#### Problem to work on:
Report each line of the data that includes the word "strokeStyle".

#### Data supplied:
------------------------------------

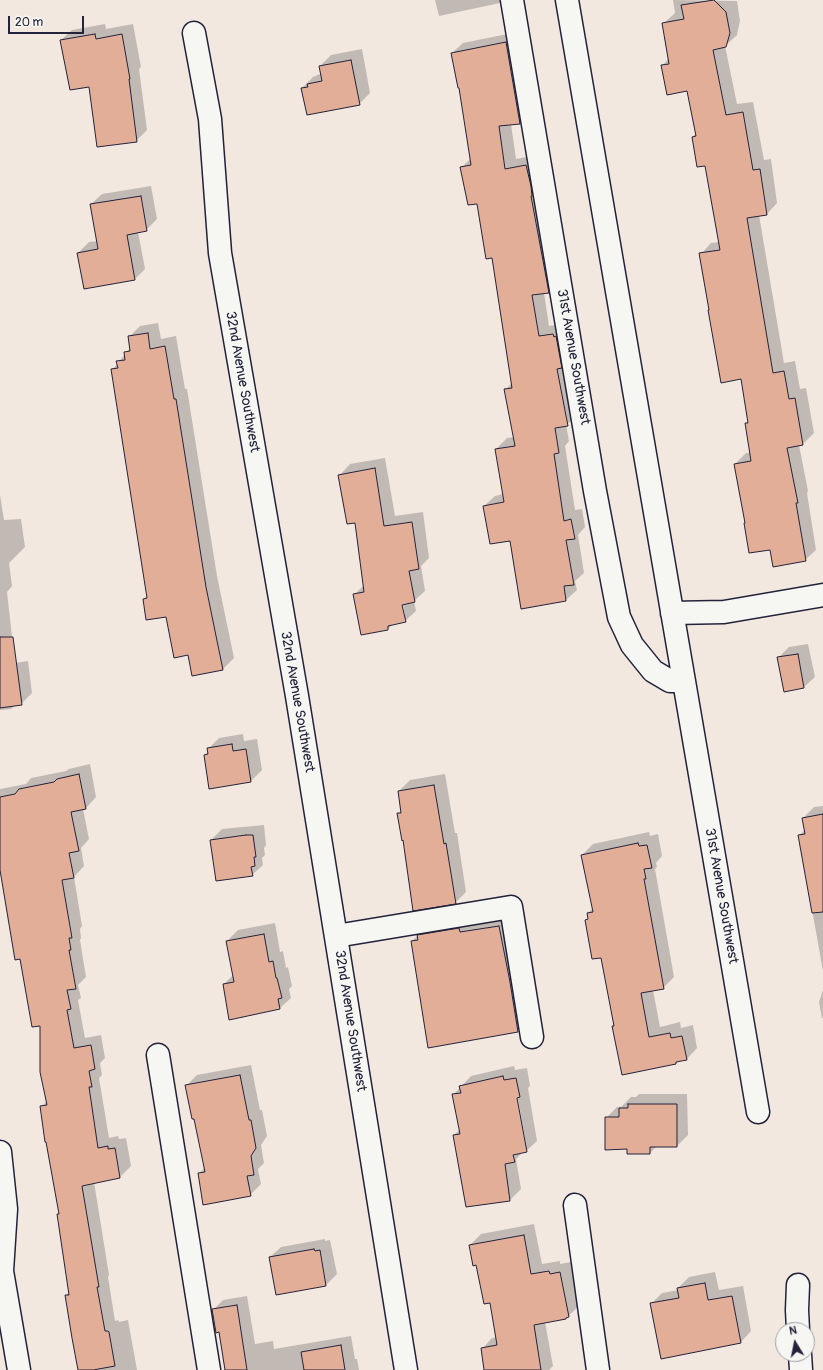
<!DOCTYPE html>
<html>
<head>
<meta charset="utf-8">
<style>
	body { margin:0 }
	#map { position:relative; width:823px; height:1370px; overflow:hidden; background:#f2e8e0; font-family:Pangolin,sans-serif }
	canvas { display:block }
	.north { position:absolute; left:775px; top:1322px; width:40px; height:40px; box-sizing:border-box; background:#f6f6f2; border:1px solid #a1a1a9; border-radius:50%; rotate:350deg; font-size:11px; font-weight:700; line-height:16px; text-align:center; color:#22223b }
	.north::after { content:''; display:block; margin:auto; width:14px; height:18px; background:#22223b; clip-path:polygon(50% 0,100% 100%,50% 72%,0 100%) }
	.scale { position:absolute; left:8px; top:16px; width:76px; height:18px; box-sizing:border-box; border:2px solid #22223b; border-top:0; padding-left:5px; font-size:12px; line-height:14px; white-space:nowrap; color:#22223b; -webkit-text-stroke:3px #f6f6f2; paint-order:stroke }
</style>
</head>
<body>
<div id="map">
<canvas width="823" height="1370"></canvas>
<div class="north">N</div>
<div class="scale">20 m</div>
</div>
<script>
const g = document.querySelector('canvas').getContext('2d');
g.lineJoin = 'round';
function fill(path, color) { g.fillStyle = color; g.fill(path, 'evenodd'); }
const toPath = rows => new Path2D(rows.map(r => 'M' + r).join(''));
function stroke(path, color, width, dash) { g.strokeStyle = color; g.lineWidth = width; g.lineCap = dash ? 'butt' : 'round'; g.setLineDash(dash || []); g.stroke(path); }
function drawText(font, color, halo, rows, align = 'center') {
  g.font = font + ' Pangolin,sans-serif'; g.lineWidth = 3; g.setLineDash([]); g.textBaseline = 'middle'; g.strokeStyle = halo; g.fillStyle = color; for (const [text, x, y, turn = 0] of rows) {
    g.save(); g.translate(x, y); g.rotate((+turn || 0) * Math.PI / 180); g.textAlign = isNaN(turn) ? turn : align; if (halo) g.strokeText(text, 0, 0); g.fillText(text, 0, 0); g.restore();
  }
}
const shadow = toPath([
	[435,0,503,0,500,3,439,16],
	[673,0,737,1,740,21,737,35,725,46,737,104,753,102,764,160,771,159,777,203,767,214,759,215,784,363,795,361,800,389,806,388,814,433,803,444,799,445,808,491,807,493,816,550,805,560,771,548,745,523,746,522,735,464,746,453,751,453,746,424,749,421,742,377,710,309,701,254,711,243,720,242,706,165,693,137,696,133,688,90,662,66,669,58,663,24,675,13],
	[105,24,106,29,133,24,141,67,139,69,147,130,136,141,90,86,61,40,72,30],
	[517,32,531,112,520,123,511,124,516,159,537,155,559,281,548,292,544,293,549,326,564,324,579,414,566,425,569,441,565,446,575,510,582,509,585,527,578,535,584,573,575,581,577,590,566,600,522,608,510,540,484,506,495,496,503,494,496,449,507,438,515,437,505,390,512,383,493,257,477,202,461,168,471,158,460,87,452,53,463,43],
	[362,49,370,93,359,104,302,88,313,77,322,73,320,66,331,55],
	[151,186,157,219,146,230,138,232,145,269,134,280,78,253,89,242,98,241,91,204,102,194],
	[158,323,161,339,176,336,185,389,187,389,217,576,234,658,223,669,193,675,189,654,167,615,144,599,148,595,112,370,131,347,129,337,140,326],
	[385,458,395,516,423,512,429,558,421,566,425,591,414,601,416,611,405,621,393,624,388,629,354,595,364,585,356,522,340,475,350,464],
	[401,600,402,600,405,615,403,615],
	[0,495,4,520,21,519,25,547,9,563,12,586,7,592,15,663,28,661,32,693,21,704,16,704,11,709,0,710],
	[808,644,815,677,804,687,778,658,789,647],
	[243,734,244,741,257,739,262,770,251,781,210,788,205,755,209,751,208,749,219,738],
	[90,764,96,797,86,808,83,809,89,839,81,848,84,866,74,877,82,926,80,929,81,938,80,940,86,977,78,985,81,998,78,1000,85,1038,101,1035,105,1058,100,1063,102,1075,99,1078,109,1138,118,1136,119,1139,126,1138,131,1166,120,1177,94,1182,109,1275,108,1277,115,1321,118,1320,119,1322,128,1320,137,1370,79,1370,66,1296,69,1292,58,1214,60,1213,41,1107,47,1101,41,1025,21,958,0,865,0,789,26,784,31,778,66,771,69,769],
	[445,774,455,833,457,833,466,892,455,903,404,839,398,814,402,810,399,791,410,780],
	[823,806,823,971,806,876,800,835,805,829,803,818,814,807],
	[264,825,266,845,264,848,265,855,262,858,263,865,252,875,211,840,222,829],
	[649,832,650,836,658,834,662,856,656,863,657,867,655,869,674,977,663,988,653,990,660,1027,680,1022,681,1028,693,1025,697,1048,687,1059,678,1060,676,1063,613,1027,614,1026,602,957,586,920,589,918,588,913,593,908,582,855,593,844],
	[509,915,528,1021,517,1031,412,941,429,925],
	[275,923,280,952,283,951,286,968,288,967,292,986,289,989,291,998,280,1008,224,984,233,975,227,941,238,930],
	[823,990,823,1018,822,1018,819,1002],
	[251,1065,260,1110,262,1110,267,1136,261,1145,264,1163,258,1169,261,1184,250,1195,199,1174,205,1167,195,1117,186,1086,197,1075],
	[514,1066,515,1070,527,1068,530,1086,528,1088,537,1141,526,1151,523,1152,516,1159,521,1189,510,1200,454,1135,460,1129,453,1095,471,1076],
	[515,1093,517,1093,526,1144,524,1144],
	[639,1094,687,1094,688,1135,677,1146,657,1146,650,1153,628,1148,606,1118,617,1107,621,1107,631,1097,636,1097],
	[534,1224,542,1264,560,1261,560,1264,571,1262,579,1306,565,1319,545,1322,553,1366,549,1370,485,1370,482,1349,492,1338,497,1337,491,1302,470,1245,481,1234],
	[325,1239,325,1241,330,1240,337,1274,326,1285,270,1257,281,1247],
	[715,1272,719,1290,743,1286,751,1331,741,1342,651,1304,662,1293,679,1290,678,1288,689,1277],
	[247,1296,255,1344,273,1341,274,1349,351,1336,355,1359,357,1359,359,1370,226,1370,220,1331,213,1310,223,1300]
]);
const building = toPath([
	[714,0,726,12,730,33,726,47,713,50,726,115,743,112,753,170,760,169,767,215,747,218,773,373,784,371,789,399,795,398,803,445,787,448,798,503,796,503,806,561,773,567,770,550,749,553,744,523,745,523,734,464,751,461,745,423,748,423,741,379,721,383,708,310,709,310,699,253,720,250,705,166,697,167,692,137,696,136,687,91,667,95,661,65,669,64,662,23,684,19,681,5,714,0],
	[95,34,96,39,122,34,130,79,129,79,137,142,97,147,89,87,70,90,60,40,95,34],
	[506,42,520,124,499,126,505,169,526,165,531,186,532,196,531,196,549,293,532,295,539,336,553,334,554,337,556,336,562,368,557,369,568,426,555,428,559,453,554,454,564,521,571,519,575,539,566,540,574,585,564,586,566,601,521,609,510,541,490,544,483,506,504,502,495,449,515,446,504,389,512,388,492,258,486,259,477,204,468,205,460,167,471,165,459,88,458,88,451,53,506,42],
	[351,60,360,105,307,115,301,88,308,87,307,84,322,81,319,66,351,60],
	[141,196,147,231,127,235,135,280,84,289,77,253,98,249,90,204,141,196],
	[148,333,150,349,165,346,174,399,176,399,206,587,223,670,192,676,188,655,174,658,166,617,146,620,143,599,147,598,111,369,118,368,116,361,125,360,124,352,130,351,128,336,148,333],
	[375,468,384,526,412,522,419,569,409,571,415,602,402,605,406,622,388,626,388,630,361,635,353,594,364,592,355,523,347,524,338,475,375,468],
	[0,637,13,637,22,705,0,708,0,637],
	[798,654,804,688,784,692,777,657,798,654],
	[232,744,233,751,246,749,251,782,209,789,204,755,208,754,207,748,232,744],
	[79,774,86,809,71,812,79,851,69,853,74,878,62,880,72,938,69,938,71,950,69,950,76,989,67,990,71,1009,67,1010,74,1048,91,1045,95,1069,89,1071,92,1087,89,1087,98,1148,108,1146,108,1149,115,1148,120,1178,82,1186,99,1287,97,1287,105,1331,108,1331,109,1332,115,1366,93,1370,78,1370,72,1338,65,1295,69,1295,57,1214,59,1214,46,1142,45,1142,40,1106,47,1105,40,1072,40,1026,32,1027,20,959,15,960,0,870,0,797,15,794,19,789,54,782,57,779,79,774],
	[434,785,444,844,446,843,456,904,413,911,403,840,402,841,397,813,401,813,398,791,434,785],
	[823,814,823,912,812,913,798,835,805,834,802,818,823,814],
	[246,835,253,835,256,857,254,857,255,866,251,867,253,876,216,881,210,840,246,835],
	[638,843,639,846,647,845,652,868,644,869,646,879,644,879,664,989,641,993,649,1037,670,1033,671,1038,682,1036,687,1060,676,1062,676,1064,622,1075,612,1026,614,1026,601,958,592,959,585,920,588,919,587,913,593,912,581,855,638,843],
	[499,926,510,982,518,1032,428,1048,411,941,418,940,417,935,459,928,460,932,499,926],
	[264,934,269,962,273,961,276,978,277,978,282,998,278,999,280,1009,229,1020,223,984,234,982,226,941,264,934],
	[240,1075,249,1120,251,1120,256,1148,251,1156,254,1175,247,1176,251,1196,203,1205,198,1173,205,1172,194,1119,192,1119,185,1085,240,1075],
	[503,1076,504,1080,516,1078,520,1097,517,1098,527,1152,513,1155,515,1162,505,1164,510,1201,466,1207,453,1135,460,1134,452,1094,461,1093,459,1086,503,1076],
	[628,1104,677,1104,677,1147,650,1147,650,1154,627,1154,627,1149,605,1150,605,1117,619,1117,619,1108,628,1108,628,1104],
	[524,1235,531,1274,549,1271,550,1274,560,1272,569,1317,566,1318,566,1319,534,1325,541,1370,484,1370,481,1348,497,1345,490,1303,484,1304,476,1265,473,1266,469,1245,524,1235],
	[314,1249,315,1251,320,1250,326,1286,276,1295,269,1257,314,1249],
	[705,1283,708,1300,732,1296,741,1343,661,1359,650,1303,679,1298,677,1288,705,1283],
	[237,1305,247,1370,225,1370,219,1332,216,1333,212,1309,237,1305],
	[341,1345,345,1370,304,1370,301,1352,341,1345]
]);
const minor = toPath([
	[512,0,595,491,619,617,632,645,653,671,670,681,684,681],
	[567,0,758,1112],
	[194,33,210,119,220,253,297,696,406,1370],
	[672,613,724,612,823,595],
	[336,936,511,907,532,1037],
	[158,1055,209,1370],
	[0,1152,6,1209,2,1271,19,1370],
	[575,1205,598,1370],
	[798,1285,797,1310,798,1330],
	[800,1354,801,1370]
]);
const streetNames = [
	["31st Avenue Southwest",573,357,80],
	["32nd Avenue Southwest",242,382,80],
	["32nd Avenue Southwest",297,702,80],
	["31st Avenue Southwest",721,896,80],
	["32nd Avenue Southwest",350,1021,81]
];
fill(shadow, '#0003');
fill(building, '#e3ae98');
stroke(building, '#22223b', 1);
stroke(minor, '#22223b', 25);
stroke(minor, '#f6f6f2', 22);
drawText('14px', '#22223b', '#f6f6f2', streetNames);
</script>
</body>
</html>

------------------------------------

#### Task response:
function stroke(path, color, width, dash) { g.strokeStyle = color; g.lineWidth = width; g.lineCap = dash ? 'butt' : 'round'; g.setLineDash(dash || []); g.stroke(path); }
  g.font = font + ' Pangolin,sans-serif'; g.lineWidth = 3; g.setLineDash([]); g.textBaseline = 'middle'; g.strokeStyle = halo; g.fillStyle = color; for (const [text, x, y, turn = 0] of rows) {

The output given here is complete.